JpGU-AGU Joint Meeting 2017

講演情報

[EE] 口頭発表

セッション記号 M (領域外・複数領域) » M-GI 地球科学一般・情報地球科学

[M-GI27] [EE] Challenges of Open Science: Research Data Sharing, Infrastructure, and Scientific Communications

2017年5月23日(火) 09:00 〜 10:30 A08 (東京ベイ幕張ホール)

コンビーナ:村山 泰啓(国立研究開発法人情報通信研究機構統合ビッグデータ研究センター)、Toczko Sean(Japan Agency for Marine-Earth Science and Technology)、Cecconi Baptiste(LESIA, Observatoire de Paris, CNRS, PSL Research University)、Brooks Hanson(American Geophysical Union)、Kerstin Lehnert(Columbia University)、小口 高(東京大学空間情報科学研究センター)、近藤 康久(総合地球環境学研究所)、座長:Cecconi Baptiste(LESIA - Observatoire de Paris)、座長:Toczko Sean(Japan Agency for Marine-Earth Science and Technology)

09:00 〜 09:15

[MGI27-01] A view of International Landscape of Open Science and Research Data Sharing

*村山 泰啓1 (1.国立研究開発法人情報通信研究機構統合ビッグデータ研究センター)

キーワード:Open Science, Data Sharing, Open Science Data

Since the G8 Science Ministers' Meeting in UK 2013, Open Science policy and practice have been intensively discussed in related countries. Many bodies have been committing this activity like academic committees ICSU-World Data System (WDS) and Committee of Science and Technology Data (CODATA), RDA (Research Data Alliance), a data consortium in connection to G8 Group of Senior Officials (GSO)'s data infrastructure working group, and recently OECD (Organization of Economic Cooperation and Development) Global Science Forum, etc. In Japan, Cabinet Office of Japan played a leading role in Japan to publish the first national guiding principle of Open Science for Japan (March 2015). In 2016 G7 Science and Technology Ministers' Meeting was held in Japan, including the Open Science session as one of its six main themes.

Open Science is rapidly becoming an important focus of international discussions for its possible big impacts on scientific research, and also citizen, the Society and its economy. Recognising our scientific knowledge basis accumulated on "print technology" basis (books, articles) for more than 300 years, advantage of digital technology and electronic information and communication (ICT) infrastructure is emphasized in terms of high-speed and huge-volume data processing although it has only a 70-year history. Accessibility, sharing, interoperability of data and infrastructure, citability, and reuse are important prerequisites. Regardless of the open or closed policy, the capacity to assess trustworthiness of datasets, to preserve and manage them in an organized way, and to enable professional and non-professional reuse to create new knowledge are important in the context of Open Science.

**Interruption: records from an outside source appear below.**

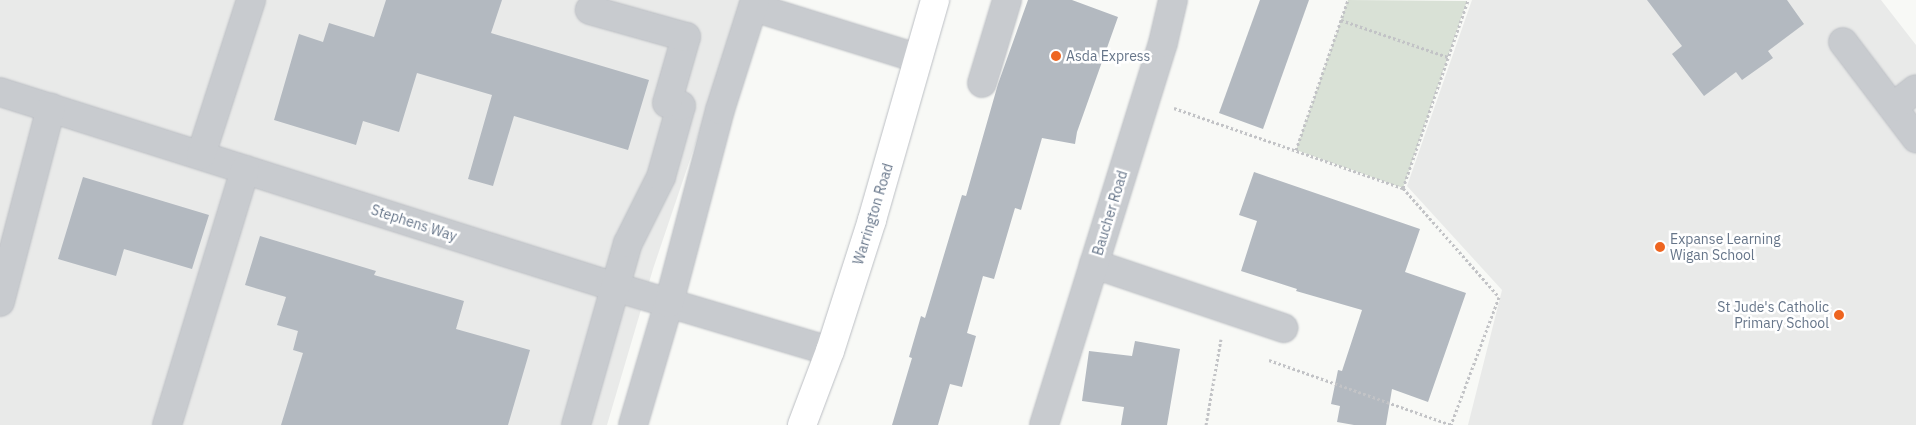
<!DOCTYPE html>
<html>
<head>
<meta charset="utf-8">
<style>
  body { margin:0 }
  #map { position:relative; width:1916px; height:425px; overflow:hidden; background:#f8f9f6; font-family:"IBM Plex Sans",sans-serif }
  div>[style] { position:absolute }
  .built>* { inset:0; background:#e9eae9 }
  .green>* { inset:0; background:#d9e1d6 }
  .building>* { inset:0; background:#b3b9c0 }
  .path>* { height:3px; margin-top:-1.5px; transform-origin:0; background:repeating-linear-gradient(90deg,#c2c3c6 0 2.5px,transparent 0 5px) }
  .roads { filter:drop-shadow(0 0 1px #bbbec3) drop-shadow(0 0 1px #bbbec3) }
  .minor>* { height:28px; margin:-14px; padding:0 14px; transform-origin:14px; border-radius:14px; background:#c8cbcf }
  .major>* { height:28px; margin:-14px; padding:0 14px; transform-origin:14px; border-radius:14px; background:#fff }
  .dots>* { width:14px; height:14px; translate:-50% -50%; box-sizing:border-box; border:2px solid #fff; border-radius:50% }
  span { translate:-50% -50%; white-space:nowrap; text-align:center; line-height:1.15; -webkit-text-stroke:5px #fff; paint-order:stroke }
  .poi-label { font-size:14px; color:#667589 }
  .left { translate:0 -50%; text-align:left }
  .right { translate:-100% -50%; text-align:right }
  .street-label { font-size:14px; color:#667589 }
</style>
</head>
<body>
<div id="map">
  <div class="built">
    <div style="clip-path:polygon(0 0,744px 0,653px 269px,607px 425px,0 425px)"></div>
    <div style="clip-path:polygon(1472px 0,1881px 0,1916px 45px,1916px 425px,1468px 425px,1502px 290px,1407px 186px)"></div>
  </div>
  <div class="green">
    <div style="clip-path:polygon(1348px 0,1467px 1px,1403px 188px,1296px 150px)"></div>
  </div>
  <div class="building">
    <div style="clip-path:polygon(386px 0,502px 0,491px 33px,649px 80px,628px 150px,514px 116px,493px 186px,468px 179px,492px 95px,417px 73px,399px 132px,363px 121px,356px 145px,274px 120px,299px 34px,323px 42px,329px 23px,374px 37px)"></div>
    <div style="clip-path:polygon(1028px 0,1072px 0,1118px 17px,1077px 132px,1075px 144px,1042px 138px,1021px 210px,1015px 208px,994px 279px,983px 276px,967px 333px,976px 336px,962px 387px,950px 384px,938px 425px,892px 425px,912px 358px,909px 357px,921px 316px,925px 318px,962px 195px,966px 196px,998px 84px)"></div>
    <div style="clip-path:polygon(1260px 0,1309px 0,1263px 129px,1219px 113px)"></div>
    <div style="clip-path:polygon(1647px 0,1787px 0,1804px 24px,1768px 51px,1773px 58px,1742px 80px,1736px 72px,1704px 96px,1672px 54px,1682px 46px)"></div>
    <div style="clip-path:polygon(1254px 172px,1420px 229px,1405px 272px,1466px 293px,1428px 402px,1392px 389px,1386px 425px,1354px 425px,1337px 422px,1340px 406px,1331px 404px,1338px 370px,1342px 371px,1362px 310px,1296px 291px,1297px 289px,1241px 271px,1257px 221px,1239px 215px)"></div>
    <div style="clip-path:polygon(83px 177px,209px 215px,192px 269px,124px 249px,116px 276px,58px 259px)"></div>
    <div style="clip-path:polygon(260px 236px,376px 271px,374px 275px,464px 301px,456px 329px,530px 350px,508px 425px,281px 425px,303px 353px,293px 350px,298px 331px,277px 325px,286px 297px,245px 285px)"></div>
    <div style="clip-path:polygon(1135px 341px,1180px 349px,1167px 425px,1121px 425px,1124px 407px,1082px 401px,1089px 351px,1132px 356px)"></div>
  </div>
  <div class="path">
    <div style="left:1341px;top:20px;width:113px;rotate:19.1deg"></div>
    <div style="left:1174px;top:108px;width:243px;rotate:19.3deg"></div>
    <div style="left:1403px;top:188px;width:145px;rotate:48.6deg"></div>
    <div style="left:1499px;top:297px;width:137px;rotate:110.6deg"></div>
    <div style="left:1296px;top:150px;width:159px;rotate:-70.9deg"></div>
    <div style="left:1403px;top:188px;width:199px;rotate:-70.9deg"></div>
    <div style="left:1269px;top:360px;width:194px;rotate:19.6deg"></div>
    <div style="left:1206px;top:425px;width:87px;rotate:-80.1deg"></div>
  </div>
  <div class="roads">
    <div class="minor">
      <div style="left:753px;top:7px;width:172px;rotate:17.3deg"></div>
      <div style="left:1843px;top:42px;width:121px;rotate:52.8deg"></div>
      <div style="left:982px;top:83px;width:87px;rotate:-73.2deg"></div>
      <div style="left:0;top:92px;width:645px;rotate:17.59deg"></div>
      <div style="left:615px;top:287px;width:224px;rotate:16.6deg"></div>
      <div style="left:1893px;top:107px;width:29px;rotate:-38deg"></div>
      <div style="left:201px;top:155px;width:163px;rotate:-72.1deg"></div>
      <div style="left:1094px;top:264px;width:200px;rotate:18.7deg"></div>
      <div style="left:0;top:302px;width:201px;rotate:-75.3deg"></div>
      <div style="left:167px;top:425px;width:267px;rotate:-73deg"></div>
      <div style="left:576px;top:425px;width:189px;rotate:-74.1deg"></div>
      <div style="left:628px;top:243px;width:74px;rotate:-63.4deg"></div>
      <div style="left:661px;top:177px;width:74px;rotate:-74.3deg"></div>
      <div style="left:681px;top:106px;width:14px;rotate:-168deg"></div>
      <div style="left:667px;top:103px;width:69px;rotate:-73.9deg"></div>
      <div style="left:686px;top:37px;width:100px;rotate:-164.3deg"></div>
      <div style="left:633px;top:425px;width:127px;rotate:-73.6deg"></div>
      <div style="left:669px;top:303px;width:200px;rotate:-75.2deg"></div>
      <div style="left:720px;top:110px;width:115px;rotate:-72.3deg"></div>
      <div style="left:1044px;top:425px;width:400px;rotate:-72.7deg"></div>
      <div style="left:1163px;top:43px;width:44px;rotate:-76.9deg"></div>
    </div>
    <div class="major">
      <div style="left:802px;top:425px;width:79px;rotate:-69.3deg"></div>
      <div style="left:830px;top:351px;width:138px;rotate:-72.2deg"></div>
      <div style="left:872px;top:220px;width:229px;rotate:-74deg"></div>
    </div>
  </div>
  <div class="dots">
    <div style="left:1056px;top:56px;background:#ee6520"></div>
    <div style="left:1660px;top:247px;background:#ee6520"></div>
    <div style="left:1839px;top:315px;background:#ee6520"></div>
  </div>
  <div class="poi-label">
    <span class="left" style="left:1066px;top:56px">Asda Express</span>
    <span class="left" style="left:1670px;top:247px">Expanse Learning<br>Wigan School</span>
    <span class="right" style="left:1829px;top:315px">St Jude's Catholic<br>Primary School</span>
  </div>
  <div class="street-label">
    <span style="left:1110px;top:213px;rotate:-73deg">Baucher Road</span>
    <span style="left:873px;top:214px;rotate:-73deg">Warrington Road</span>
    <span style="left:414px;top:223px;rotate:18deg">Stephens Way</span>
  </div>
</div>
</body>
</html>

Long-term preservation of digital data raises questions such as the size of data we should preserve, the preservation period (50-100 years similar to academic articles?), the increasing costs of bigger size of data (at present), and so on. In the scientific research data area, an international enterprise, the World Data Centres, was established by the International Council for Science (ICSU) in 1957-58 to exchange and store important scientific data as data books and microfilms. With the unprecedented technical infrastructure available today over the world and the need for multidisciplinary data integration to solve the most pressing challenges facing humanity, ICSU decided to form the new ICSU-World Data System (WDS) in 2008 based on the strong legacy of its two data organizations in past. The International Programme Office of WDS is now hosted by NICT in Japan, Tokyo. WDS works with its member organizations—holders and providers of data—to secure trustworthy, sustainable and findable data archives.

Libraries in past have been based on the print technology mostly. They selected books, improved preservation, and built the international network of exchange and copy of books. We are now on the starting line to construct a similar infrastructure for electronic data resources in academic fields. These efforts to support and promote best practices, will lead to building a new layer on top of the current ICT technology layers. This change has potential to lead to wide reuse of datasets with greater interoperability. Experiences and best practices in past academia are indispensable important legacy for us to help designing a new academic information infrastructure in this new era.